---------- EXCERPTED DATA
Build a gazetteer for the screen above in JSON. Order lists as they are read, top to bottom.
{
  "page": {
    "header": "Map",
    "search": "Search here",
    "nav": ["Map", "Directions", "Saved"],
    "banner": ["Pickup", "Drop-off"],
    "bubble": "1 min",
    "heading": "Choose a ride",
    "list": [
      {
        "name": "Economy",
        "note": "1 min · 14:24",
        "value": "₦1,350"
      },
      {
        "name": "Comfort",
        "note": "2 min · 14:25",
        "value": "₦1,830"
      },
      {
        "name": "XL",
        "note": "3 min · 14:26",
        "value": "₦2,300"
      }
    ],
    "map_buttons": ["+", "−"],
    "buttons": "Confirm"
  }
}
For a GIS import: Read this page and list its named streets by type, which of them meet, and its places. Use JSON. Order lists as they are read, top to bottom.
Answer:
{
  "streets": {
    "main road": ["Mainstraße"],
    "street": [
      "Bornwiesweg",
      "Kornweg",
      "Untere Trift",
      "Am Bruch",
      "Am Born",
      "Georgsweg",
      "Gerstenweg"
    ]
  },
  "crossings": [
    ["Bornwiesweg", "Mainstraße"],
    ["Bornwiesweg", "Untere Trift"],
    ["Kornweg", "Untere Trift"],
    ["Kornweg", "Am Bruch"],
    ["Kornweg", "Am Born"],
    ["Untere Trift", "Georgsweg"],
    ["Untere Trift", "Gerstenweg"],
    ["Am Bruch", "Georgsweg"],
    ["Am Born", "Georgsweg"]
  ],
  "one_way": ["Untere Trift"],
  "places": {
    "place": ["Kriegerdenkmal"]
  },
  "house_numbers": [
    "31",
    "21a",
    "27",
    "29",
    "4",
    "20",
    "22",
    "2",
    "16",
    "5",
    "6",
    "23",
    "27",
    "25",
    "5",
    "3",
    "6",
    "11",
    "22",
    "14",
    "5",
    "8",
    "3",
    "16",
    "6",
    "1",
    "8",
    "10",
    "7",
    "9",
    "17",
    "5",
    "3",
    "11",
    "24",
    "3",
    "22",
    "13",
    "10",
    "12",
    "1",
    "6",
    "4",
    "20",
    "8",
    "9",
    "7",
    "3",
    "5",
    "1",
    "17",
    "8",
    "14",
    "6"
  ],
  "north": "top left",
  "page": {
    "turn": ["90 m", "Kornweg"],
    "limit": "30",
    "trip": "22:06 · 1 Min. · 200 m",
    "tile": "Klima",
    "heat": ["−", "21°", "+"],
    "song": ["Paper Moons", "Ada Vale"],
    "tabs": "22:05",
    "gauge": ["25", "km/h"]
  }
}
--------------------
(DESCRIPTION OF THE TASK) Gather from the data above every line with the string "Order".

(THE ANSWER)
Build a gazetteer for the screen above in JSON. Order lists as they are read, top to bottom.
For a GIS import: Read this page and list its named streets by type, which of them meet, and its places. Use JSON. Order lists as they are read, top to bottom.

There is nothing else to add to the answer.